Hoje, depois de um período de recato em termos de comunicação, como é de norma neste tipo de situações, para não prejudicar o desfecho do caso e, portanto, a libertação dos dois agentes, as coisas estão mais claras. Sabe-se dos enormes esforços diplomáticos desenvolvidos pelas autoridades cabo-verdianas a fim de libertar os dois agentes, envolvendo uma rede muito grande de países, organizações internacionais como a ONU, a CEDEAO, a CPLP, de personalidades influentes. Sabe-se do apoio jurídico sem falha dado aos dois agentes, mas também do apoio psicológico e alimentar durante todo o período de cativeiro.
 
Longe da pressão e diante dos resultados do inquérito instaurado, pode-se aferir que os meandros que terão levado ao cativeiro dos agentes da DEF não se sustentam à luz do direito internacional, nem se justificavam à luz das relações (e dos procedimentos instalados) entre as repúblicas da Guiné-Bissau e Cabo Verde.
 
O acompanhamento da cidadã guineense, expatriada pela justiça cabo-verdiana, na sequência do cumprimento de pena por tráfico de droga e para materializar a sentença adicional de expulsão, pelos agentes policiais foi realizado nos termos da legalidade e da regularidade, não havendo no caso em apreço nenhum dado novo e extraordinário que pudessem, em boa-fé, melindrar os Serviços de Informação do Estado da Guiné-Bissau e induzissem a suspeitas de más práticas e irregularidades.
 
De acordo com as regras internacionais e a prática dos serviços, a pessoa foi escoltada até à fronteira do país de destino por dois agentes.

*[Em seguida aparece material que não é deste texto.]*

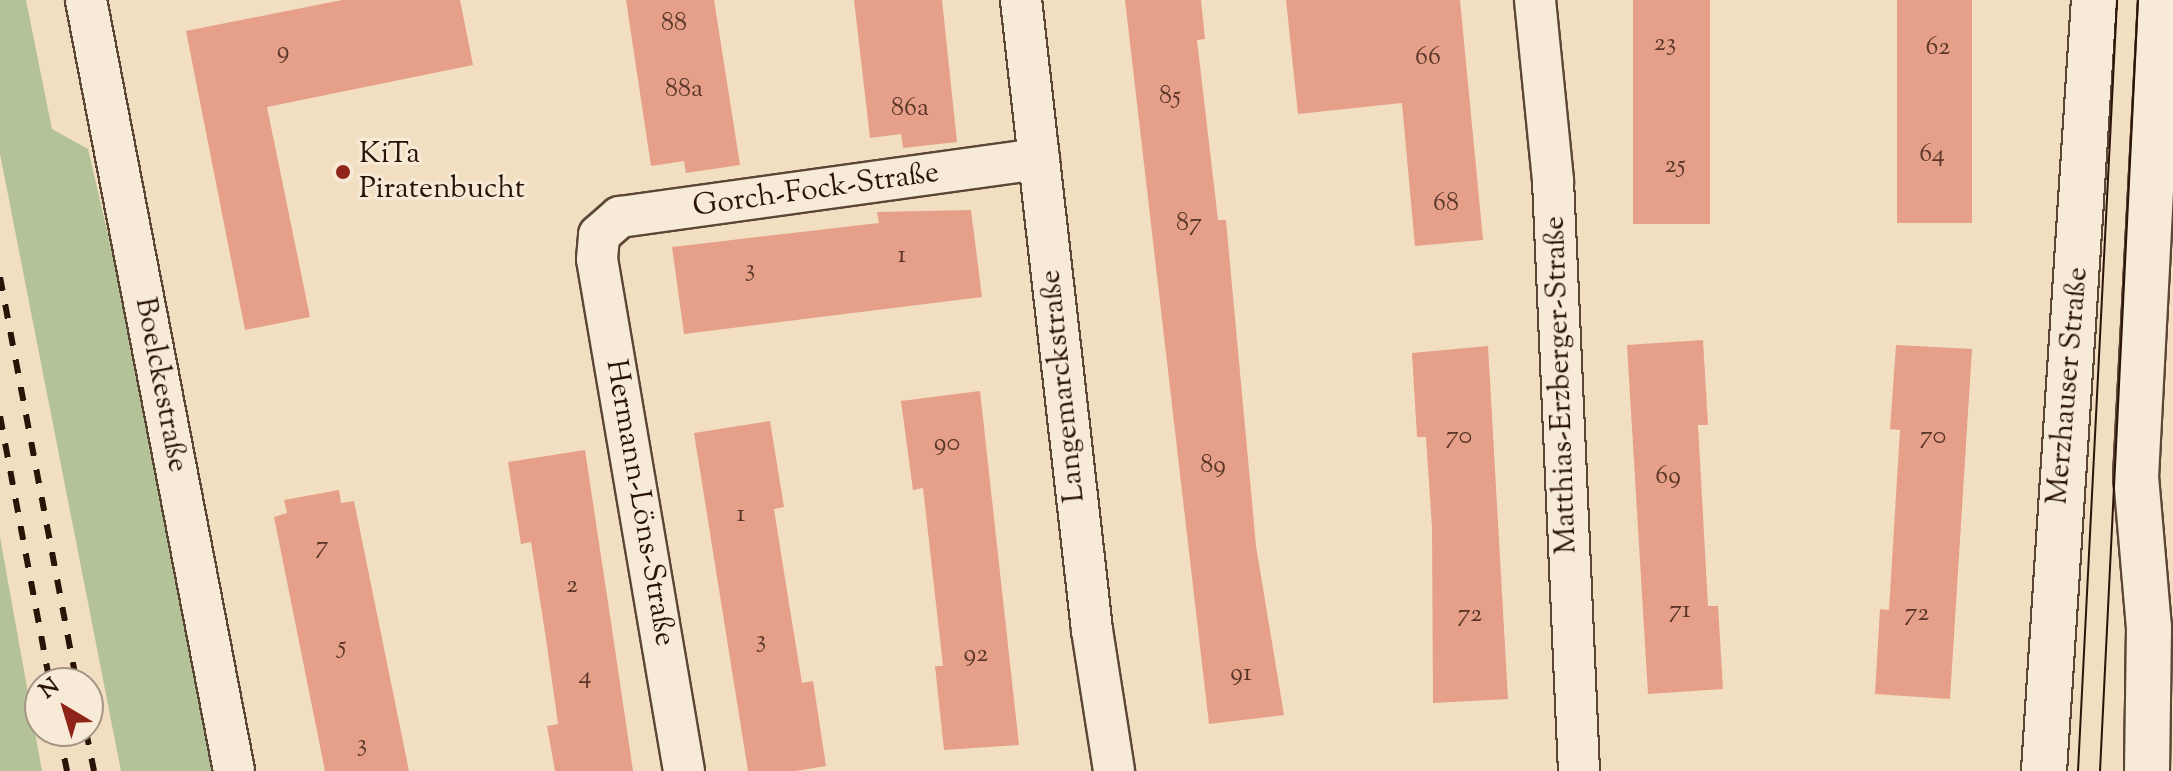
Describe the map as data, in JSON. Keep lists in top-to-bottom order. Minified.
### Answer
{"streets":{"main road":["Merzhauser Straße"],"street":["Gorch-Fock-Straße","Boelckestraße","Matthias-Erzberger-Straße","Langemarckstraße","Hermann-Löns-Straße"]},"crossings":[["Gorch-Fock-Straße","Langemarckstraße"],["Gorch-Fock-Straße","Hermann-Löns-Straße"]],"places":["KiTa Piratenbucht"],"house_numbers":["88","23","62","9","66","88a","85","86a","64","25","68","87","1","3","70","70","90","89","69","1","7","2","71","72","72","3","5","92","91","4","3"],"north":"top left"}
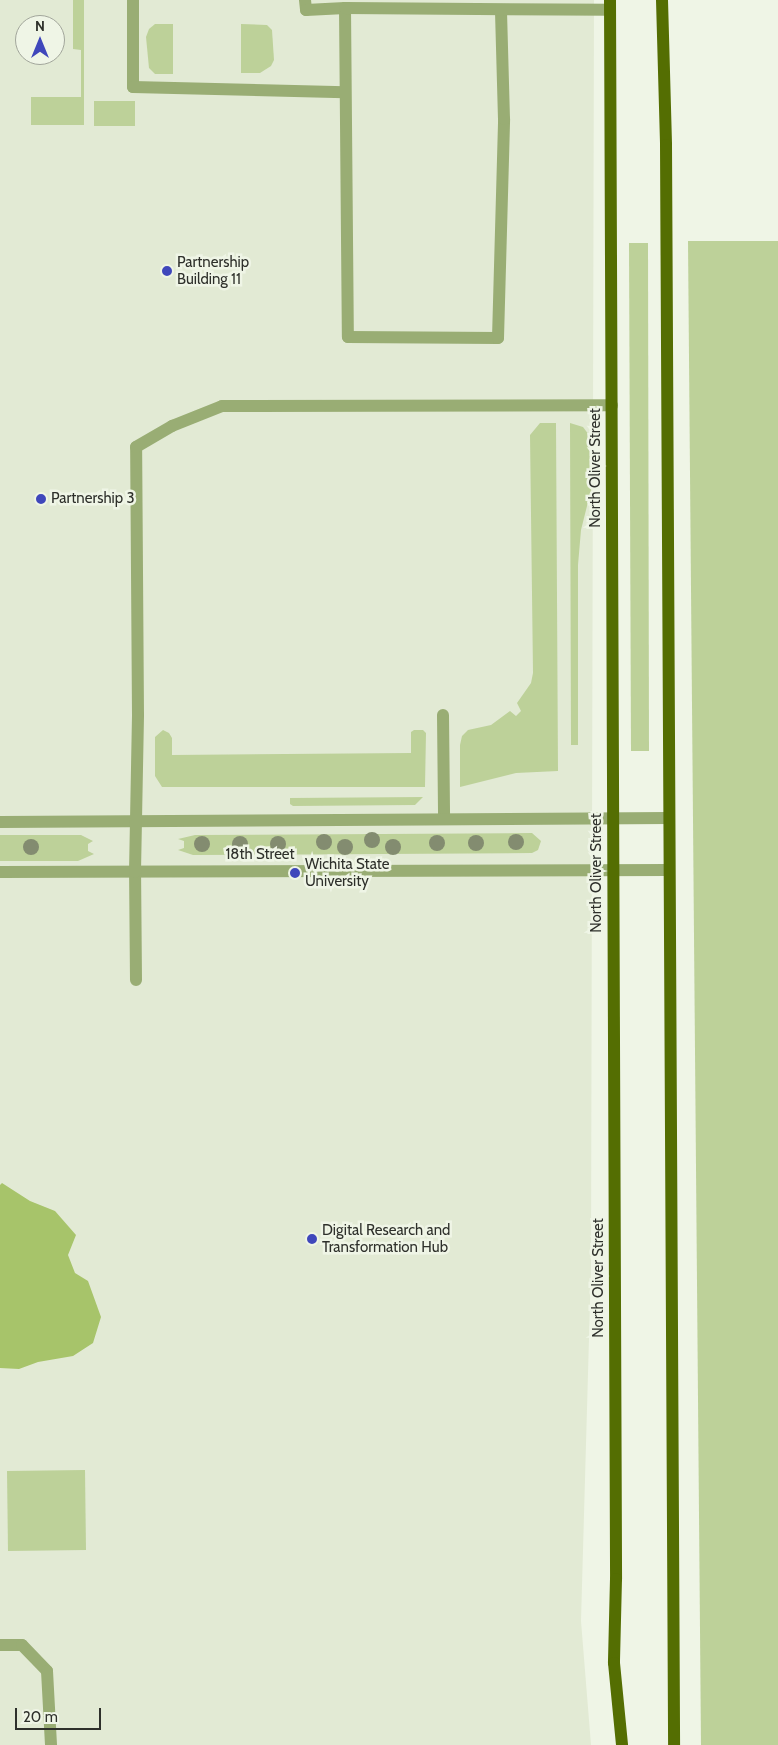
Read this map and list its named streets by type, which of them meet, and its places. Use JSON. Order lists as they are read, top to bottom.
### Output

E não se registou nada de anómalo, conforme o inquérito instaurado, não por pressão de alguma entidade interna, mas por prática policial inerente à natureza dos incidentes!
 
Por conseguinte, o Tribunal Militar Regional não conseguiu provar os factos sobre os quais os dois agentes eram acusados, nomeadamente crimes contra a Segurança Interna e Externa do Estado. Nessa altura, a Liga Guineense dos Direitos Humanos reagira a exigir a libertação imediata dos policiais cabo-verdianos. É que, conforme a LGDH, o Serviço de Informação e Segurança, não tinha motivo, nem competência legal para os deter, nem requerer a instrução de procedimentos criminais.
 
Diante de tal improcedência «jurídico-militar», estes foram remetidos ao Ministério Público que, segundo Salomé Santos e Franquelim Vieira, advogados contratados pelo Governo cabo-verdiano para defender os polícias, acabou por produzir um despacho no sentido de se arquivar o processo, já que não houve fundamentos para a detenção. As acusações de que tinham sido alvo caíram por terra.
 
Sendo procedimento de rotina, em nada justificando os 18 dias de cativeiro dos dois agentes de autoridade cabo-verdianos, a questão que se coloca terá que ver com os motivos não aparentes, para não dizer escusos, a fazerem despoletar acusações infundamentadas de espionagem dos agentes cabo-verdianos e a arbitrária detenção dos mesmos aquando seu regresso a Cabo Verde, facto que não só preocupou as autoridades cabo-verdianas, mas revoltou a opinião pública cabo-verdiana e guineense, que vira no acto uma desesperada tentativa política e extrajudicial de mostrar o «descontentamento» de certos ciclos do poder em Bissau em relação ao alinhamento de Cabo Verde no combate internacional contra o tráfico da droga e, também é bom dizê-lo, face à condenação inequívoca por parte de Cabo Verde do golpe de Estado ocorrido na Guiné-Bissau.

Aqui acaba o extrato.